“Every 30 minutes, a child is born who will develop a mitochondrial disease by age 10. Each year, 1,000 to 4,000 children in the United states are born with a mitochondrial disease....we now know the disease is approaching the frequency of childhood cancers.”~ United Mitochondrial Disease Foundation, http://www.umdf.org/site/
Exactly nine years ago today, July 15, 2004, my daughter, Brooklyn Corinne was born. As with the birth of any new child, that day changed my life forever. Brookie was born at 36 weeks via C-section and weighed in at 8 lbs 7 oz and 19 inches long. My pregnancy had been a high risk one and complications had forced the early delivery and an extended stay in the hospital NICU. There was a week of being on a ventilator, jaundice, apnea and bradycardia with feeds, and reflux, which turned into a month stay in the NICU.

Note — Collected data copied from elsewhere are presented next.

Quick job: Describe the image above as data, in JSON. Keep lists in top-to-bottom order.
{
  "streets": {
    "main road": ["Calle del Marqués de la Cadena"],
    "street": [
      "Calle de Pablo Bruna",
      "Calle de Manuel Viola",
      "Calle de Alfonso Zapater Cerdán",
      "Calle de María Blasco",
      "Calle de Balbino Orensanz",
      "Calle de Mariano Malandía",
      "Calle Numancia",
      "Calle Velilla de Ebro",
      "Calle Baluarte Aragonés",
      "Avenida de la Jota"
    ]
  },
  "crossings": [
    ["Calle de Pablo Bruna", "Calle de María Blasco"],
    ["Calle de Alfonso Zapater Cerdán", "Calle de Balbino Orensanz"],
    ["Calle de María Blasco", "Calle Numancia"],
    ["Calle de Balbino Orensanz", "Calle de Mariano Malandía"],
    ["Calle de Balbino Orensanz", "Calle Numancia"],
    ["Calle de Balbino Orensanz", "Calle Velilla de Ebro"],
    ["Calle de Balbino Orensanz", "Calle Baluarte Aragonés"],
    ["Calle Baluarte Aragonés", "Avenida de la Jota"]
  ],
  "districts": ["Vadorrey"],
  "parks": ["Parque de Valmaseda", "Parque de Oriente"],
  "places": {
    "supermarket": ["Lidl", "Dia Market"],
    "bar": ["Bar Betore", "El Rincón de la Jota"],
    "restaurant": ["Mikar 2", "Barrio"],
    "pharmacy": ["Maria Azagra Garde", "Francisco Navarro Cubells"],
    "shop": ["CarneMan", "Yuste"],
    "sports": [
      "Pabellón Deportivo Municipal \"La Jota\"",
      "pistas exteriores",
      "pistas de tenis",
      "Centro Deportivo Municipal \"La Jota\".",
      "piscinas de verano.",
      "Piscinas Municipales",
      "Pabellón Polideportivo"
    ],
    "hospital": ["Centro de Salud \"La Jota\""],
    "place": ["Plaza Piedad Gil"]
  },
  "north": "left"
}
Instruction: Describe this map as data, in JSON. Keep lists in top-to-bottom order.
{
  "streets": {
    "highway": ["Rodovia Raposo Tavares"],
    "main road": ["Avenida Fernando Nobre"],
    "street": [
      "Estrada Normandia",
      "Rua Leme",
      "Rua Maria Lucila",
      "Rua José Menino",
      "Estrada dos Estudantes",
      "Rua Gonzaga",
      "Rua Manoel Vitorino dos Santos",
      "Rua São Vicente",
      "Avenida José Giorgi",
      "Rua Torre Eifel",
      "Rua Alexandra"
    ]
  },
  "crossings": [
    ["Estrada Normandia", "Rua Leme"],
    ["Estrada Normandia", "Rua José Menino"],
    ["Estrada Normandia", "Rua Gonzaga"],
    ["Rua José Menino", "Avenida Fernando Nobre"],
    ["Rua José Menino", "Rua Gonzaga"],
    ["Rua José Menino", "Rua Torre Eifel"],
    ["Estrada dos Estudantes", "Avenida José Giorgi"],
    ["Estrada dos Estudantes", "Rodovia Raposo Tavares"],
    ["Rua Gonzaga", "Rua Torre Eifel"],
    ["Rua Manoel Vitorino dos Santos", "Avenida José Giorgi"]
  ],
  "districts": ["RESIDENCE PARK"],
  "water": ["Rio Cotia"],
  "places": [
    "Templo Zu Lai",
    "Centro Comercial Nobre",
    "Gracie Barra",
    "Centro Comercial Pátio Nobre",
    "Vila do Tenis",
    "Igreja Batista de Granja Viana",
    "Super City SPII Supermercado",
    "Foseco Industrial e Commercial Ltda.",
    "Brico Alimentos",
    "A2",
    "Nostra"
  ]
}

Once she was more stable, she was sent to a pediatric rehabilitation hospital to focus on her feeding issues and frequent projectile vomiting. The reflux and vomiting was on such a level that the doctors wanted to do a surgery (nissen fundiplication) when she was about a month and a half to prevent the vomiting, but decided to use meds to control Brookie’s reflux and delay the surgery. Instead, they placed a G-tube to help her feed. She was finally released to go home on September 24, 2004.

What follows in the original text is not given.